The paper by de Leeuw et al. determines risk factors for injury to the anal sphincter at delivery1. This paper can throw further light on two common clinical questions: is vacuum extraction preferable to a forceps delivery and is an episotomy always indicated?
Guidelines published by the Royal College of Obstetricians and Gynaecologists suggest vacuum extraction as the instrument of choice due to a decrease in maternal injuries2 and this would appear to be confirmed by this paper. Data in de Leeuw et al.'s paper show an unadjusted relative risk of 1.87 for those deliveries started with vacuum extraction (i.e. all those delivered with vacuum and those where vacuum failed and forceps were used in addition). In this group, the use of forceps in addition to vacuum extraction was necessary in 8%, in keeping with other studies.

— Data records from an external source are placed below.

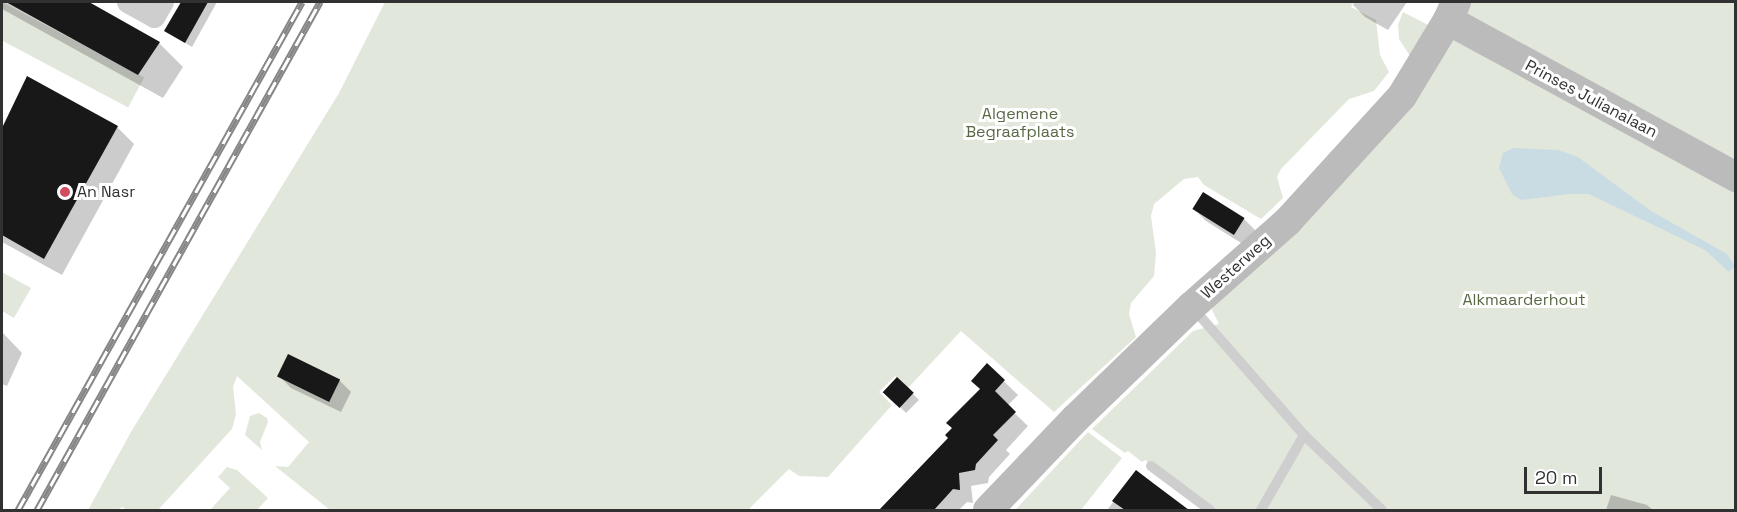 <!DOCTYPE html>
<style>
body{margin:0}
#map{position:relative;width:1737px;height:512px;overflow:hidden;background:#fff;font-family:"Space Grotesk",sans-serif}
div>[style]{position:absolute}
.green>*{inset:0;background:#e2e7dc;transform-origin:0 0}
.water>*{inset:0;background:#c9dce3}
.shadow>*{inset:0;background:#0003}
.building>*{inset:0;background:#181818;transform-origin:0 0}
.lane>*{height:10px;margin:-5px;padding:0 5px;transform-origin:5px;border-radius:5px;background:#cecece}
.street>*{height:21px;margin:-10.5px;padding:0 10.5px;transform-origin:10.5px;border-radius:10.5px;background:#cecece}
.secondary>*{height:30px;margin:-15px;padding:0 15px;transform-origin:15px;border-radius:15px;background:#bbb}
.rail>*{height:7px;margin-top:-3.5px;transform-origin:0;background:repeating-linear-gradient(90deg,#fff 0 14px,#868686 0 28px);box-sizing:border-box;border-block:2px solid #868686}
.dots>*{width:16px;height:16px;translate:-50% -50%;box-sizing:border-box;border:3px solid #fff;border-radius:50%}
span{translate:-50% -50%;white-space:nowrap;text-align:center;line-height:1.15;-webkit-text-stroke:6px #fff;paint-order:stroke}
.street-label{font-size:16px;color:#313131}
.park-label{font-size:16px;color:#586844}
.poi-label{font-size:16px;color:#313131}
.left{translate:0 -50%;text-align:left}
.frame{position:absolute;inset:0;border:3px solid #313131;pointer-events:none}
.scale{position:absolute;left:1524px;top:467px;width:78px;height:27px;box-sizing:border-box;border:3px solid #313131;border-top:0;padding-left:8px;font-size:18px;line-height:21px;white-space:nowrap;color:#313131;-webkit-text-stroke:4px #fff;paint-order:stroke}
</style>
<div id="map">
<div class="green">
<i style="left:2px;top:2px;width:161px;height:34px;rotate:28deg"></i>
<i style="clip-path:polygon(385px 2px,1354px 2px,1351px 7px,1376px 20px,1380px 55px,1389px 72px,1374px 91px,1349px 99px,1281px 169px,1277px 177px,1283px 198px,1261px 219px,1204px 185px,1198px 177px,1184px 179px,1154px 204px,1151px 216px,1156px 253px,1154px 276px,1131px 303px,1129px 314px,1136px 337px,1054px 412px,961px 331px,908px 388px,895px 376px,879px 392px,892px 405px,828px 477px,799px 476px,789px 469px,748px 510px,330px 510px,275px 466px,288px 467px,309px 442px,237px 376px,233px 387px,236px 414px,232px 429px,158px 510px,127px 510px,122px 507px,118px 510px,88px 510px,131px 432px,339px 93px)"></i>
<i style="clip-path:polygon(1467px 2px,1735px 2px,1735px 510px,1213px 510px,1145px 460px,1142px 462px,1128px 451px,1125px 453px,1092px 429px,1193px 331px,1219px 324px,1212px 310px,1213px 306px)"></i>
<i style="clip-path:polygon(1403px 12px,1430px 26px,1410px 56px,1399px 39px,1398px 25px)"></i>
<i style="clip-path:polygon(2px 272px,31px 288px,14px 318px,2px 311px)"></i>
<i style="clip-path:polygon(259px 413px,267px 418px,268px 422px,260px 442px,262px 450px,245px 435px,250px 416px)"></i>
<i style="clip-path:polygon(1088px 432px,1122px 458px,1081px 510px,1015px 510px)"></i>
<i style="clip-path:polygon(227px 467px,237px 470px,268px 498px,257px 510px,210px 510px,230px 488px,218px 477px)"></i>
</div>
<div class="water">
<i style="clip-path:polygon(1513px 148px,1558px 150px,1578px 157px,1651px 211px,1727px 254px,1735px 266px,1729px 272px,1705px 250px,1589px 194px,1569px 194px,1521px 200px,1512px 194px,1499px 168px,1503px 153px)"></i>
</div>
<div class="shadow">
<i style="clip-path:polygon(2px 2px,84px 2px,159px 43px,183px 67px,163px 98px,2px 9px)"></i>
<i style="clip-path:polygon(182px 2px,217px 2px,192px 47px,166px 31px)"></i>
<i style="clip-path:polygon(1355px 2px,1407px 2px,1388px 30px,1365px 17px,1353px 5px)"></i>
<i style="clip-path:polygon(28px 78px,117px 127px,134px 144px,62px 275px,2px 242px,2px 131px)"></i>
<i style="clip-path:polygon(1194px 209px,1244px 219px,1256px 231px,1246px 246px,1206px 221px)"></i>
<i style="clip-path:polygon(2px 332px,22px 353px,7px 386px,2px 384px)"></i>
<i style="clip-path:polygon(987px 365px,1018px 395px,1007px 406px,1028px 426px,1006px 450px,1010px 454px,989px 477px,988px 483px,971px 486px,973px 503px,967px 502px,959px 510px,882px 510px,950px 438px,982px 389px)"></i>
<i style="clip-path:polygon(279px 376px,339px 380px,351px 392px,341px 412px,291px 388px)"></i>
<i style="clip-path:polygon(885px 392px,913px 394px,919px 400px,906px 413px)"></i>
<i style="clip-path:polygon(1137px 472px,1187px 510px,1107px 510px)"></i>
<i style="clip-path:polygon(1611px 495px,1647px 505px,1653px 510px,1606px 510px)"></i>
</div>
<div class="building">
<i style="clip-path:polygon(6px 2px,89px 2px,160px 42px,138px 75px)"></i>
<i style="clip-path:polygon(181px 2px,208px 2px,185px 43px,164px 31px)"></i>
<i style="clip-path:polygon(27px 76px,118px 126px,44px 259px,2px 235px,2px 128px)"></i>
<i style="left:1203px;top:192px;width:49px;height:20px;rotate:32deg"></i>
<i style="left:288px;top:354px;width:58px;height:25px;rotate:26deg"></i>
<i style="clip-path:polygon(987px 363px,1005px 380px,995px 391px,1016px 412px,993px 435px,998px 440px,976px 464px,975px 470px,959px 473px,960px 490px,953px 489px,934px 510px,879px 510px,948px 438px,945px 435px,952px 428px,946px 423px,980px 389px,971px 381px)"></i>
<i style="left:897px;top:377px;width:23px;height:21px;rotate:43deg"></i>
<i style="clip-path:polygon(1136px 470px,1153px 483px,1189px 510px,1125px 510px,1112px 501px)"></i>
</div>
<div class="lane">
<i style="left:1192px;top:307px;width:170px;rotate:48.8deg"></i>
<i style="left:1304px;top:435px;width:108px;rotate:43.9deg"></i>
<i style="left:1151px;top:466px;width:74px;rotate:36.7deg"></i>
<i style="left:1261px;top:510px;width:86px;rotate:-60.2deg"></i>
</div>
<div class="street">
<i style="left:127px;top:2px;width:31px;rotate:29deg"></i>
<i style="left:154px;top:17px;width:17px;rotate:-59deg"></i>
</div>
<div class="secondary">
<i style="left:1448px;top:20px;width:328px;rotate:28.6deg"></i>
<i style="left:988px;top:510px;width:127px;rotate:-46.3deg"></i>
<i style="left:1076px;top:418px;width:161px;rotate:-44deg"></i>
<i style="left:1192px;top:306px;width:128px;rotate:-41.5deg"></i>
<i style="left:1288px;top:221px;width:169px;rotate:-47.6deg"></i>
<i style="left:1402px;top:96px;width:89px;rotate:-58.8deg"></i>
<i style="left:1448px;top:20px;width:20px;rotate:-66deg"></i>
</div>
<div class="rail">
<i style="left:18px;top:510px;width:582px;rotate:-60.79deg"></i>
<i style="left:37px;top:510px;width:582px;rotate:-60.88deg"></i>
</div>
<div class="dots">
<i style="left:65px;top:192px;background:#d14b61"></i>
</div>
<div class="street-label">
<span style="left:1591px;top:99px;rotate:28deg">Prinses Julianalaan</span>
<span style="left:1236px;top:267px;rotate:-42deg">Westerweg</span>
</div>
<div class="park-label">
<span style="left:1020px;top:123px">Algemene<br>Begraafplaats</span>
<span style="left:1524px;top:300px">Alkmaarderhout</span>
</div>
<div class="poi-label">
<span class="left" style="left:77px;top:192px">An Nasr</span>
</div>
<div class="frame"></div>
<div class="scale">20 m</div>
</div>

Unlike the findings of a Cochrane review3, this paper suggests that episotomy is an independent protective factor for third degree tears. If this is true, then assisted deliveries should include an episotomy. This will cancel to some degree one advantage of vacuum extraction, that episotomy may be avoided.
Two factors may however throw doubt on these findings. Firstly, rotational deliveries are not described separately and so it is impossibly to compare non-rotational forceps vs vacuum deliveries. Secondly, all gestational ages over 16 weeks are included and no data are given regarding the gestational age at delivery, which is a possible confounding factor. Was gestational age at delivery a risk factor for assisted vaginal delivery or third degree tears?